Loya acknowledged his statements but reiterated that he thought H.G. was ready, based on her body language. On redirect, he testified that he did not do anything to H.G. physically that she did not want to, so he thought at the time. She told him to stop only twice, when she wanted to take a break due to the pain and that was the reason they changed positions.

DISCUSSION

I. Section 654 Claim

Neither the trial court nor the parties addressed the applicability of section 654 during sentencing, and the court imposed concurrent terms for rape and false imprisonment.[3] Loya claims this was error and argues his sentence for false imprisonment should have been stayed under section 654 because the two crimes were part of an indivisible course of conduct with a single criminal objective. As explained below, we conclude that the two crimes were committed pursuant to a single criminal objective, with the false imprisonment facilitating the rape. Therefore, we agree with Loya that the trial court erred when it failed to stay his sentence on count 2 under former section 654.

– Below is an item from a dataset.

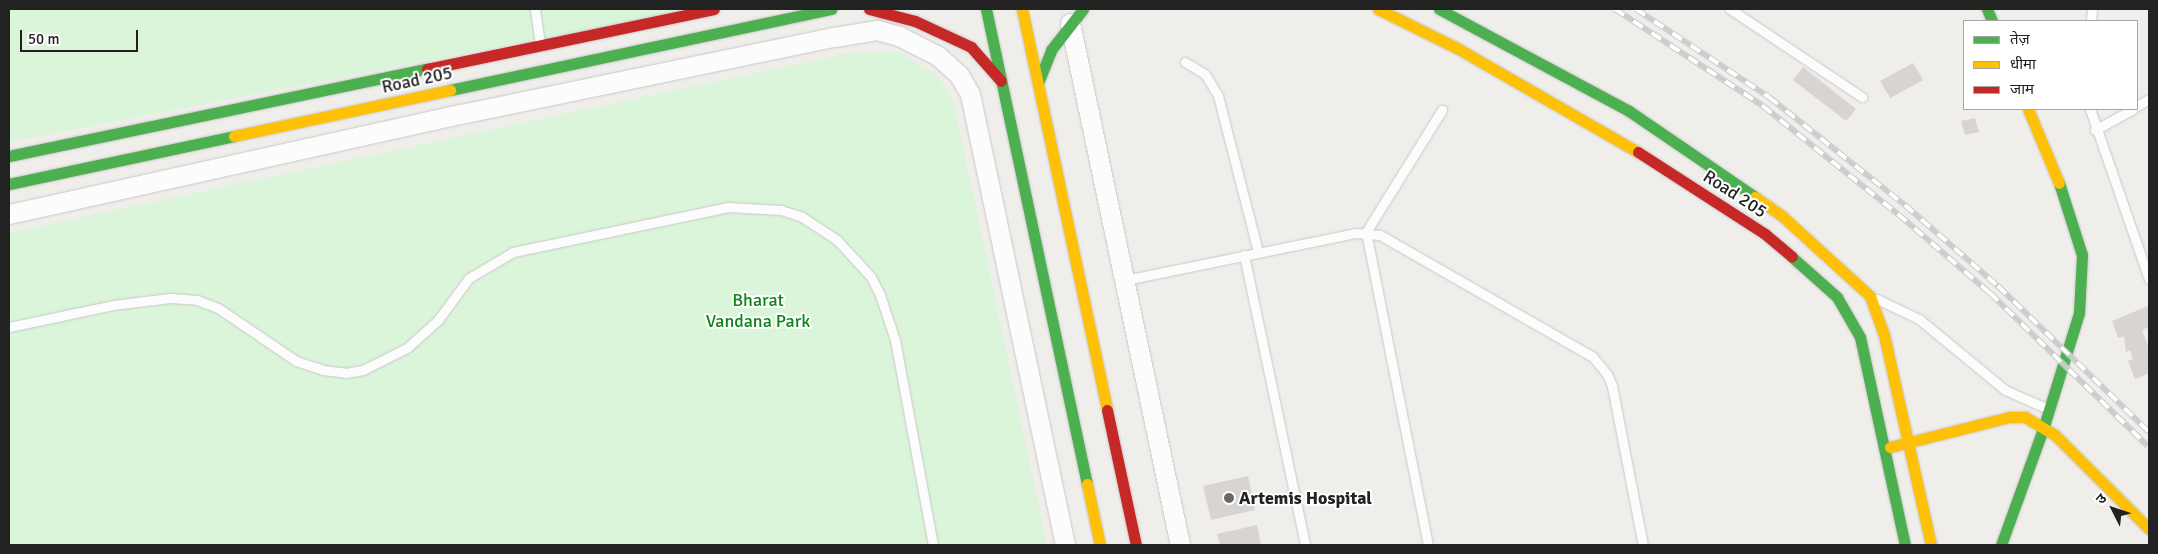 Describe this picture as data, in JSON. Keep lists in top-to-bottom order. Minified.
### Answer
{"streets":{"main road":["Road 205"]},"parks":["Bharat Vandana Park"],"places":["Artemis Hospital"],"legend":["तेज़","धीमा","जाम"],"scale_bar":"50 m","north":"top left"}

As amended by Assembly Bill No. 518, the trial court now has discretion to select which term to stay under section 654. As set forth in part II. of the Discussion, remand for resentencing on count 1 is required under Senate Bill No. 567. Accordingly, following resentencing on count 1, the trial court shall stay the sentence on one of the two counts under section 654. (People v. Sek (2022) 74 Cal.App.5th 657, 673-674 [Assem. Bill No. 518 applies retroactively to nonfinal cases]; accord, People v. Mendoza (2022) 74 Cal.App.5th 843, 861-862 & fn. 14 [same]; People v. Mani (2022) 74 Cal.App.5th 343, 379-380 [same].)

A. Legal Standard

Section 654, as amended by Assembly Bill No. 518, provides, “An act or omission that is punishable in different ways by different provisions of law may be punished under either of such provisions, but in no case shall the act or omission be punished under more than one provision. An acquittal or conviction and sentence under any one bars a prosecution for the same act or omission under any other.” (§ 654, subd. (a).) The statute “expressly prohibits separate punishment for two crimes based on the same act, but has been interpreted to also preclude multiple punishment for two or more crimes occurring within the same course of conduct pursuant to a single intent.” (People v. Vargas (2014) 59 Cal.4th 635, 642; accord, People v. Harrison (1989) 48 Cal.3d 321, 335 (Harrison).) “Whether a defendant may be subjected to multiple punishment under section 654 requires a two-step inquiry.” (People v. Corpening (2016) 2 Cal.5th 307, 311 (Corpening).) “We first consider if the different crimes were completed by a ‘single physical act.’ [Citation.] If so, the defendant may not be punished more than once for that act. Only if we conclude that the case involves more than a single act—i.e., a course of conduct—do we then consider whether that course of conduct reflects a single ‘ “intent and objective” ’ or multiple intents and objectives.” (Ibid.)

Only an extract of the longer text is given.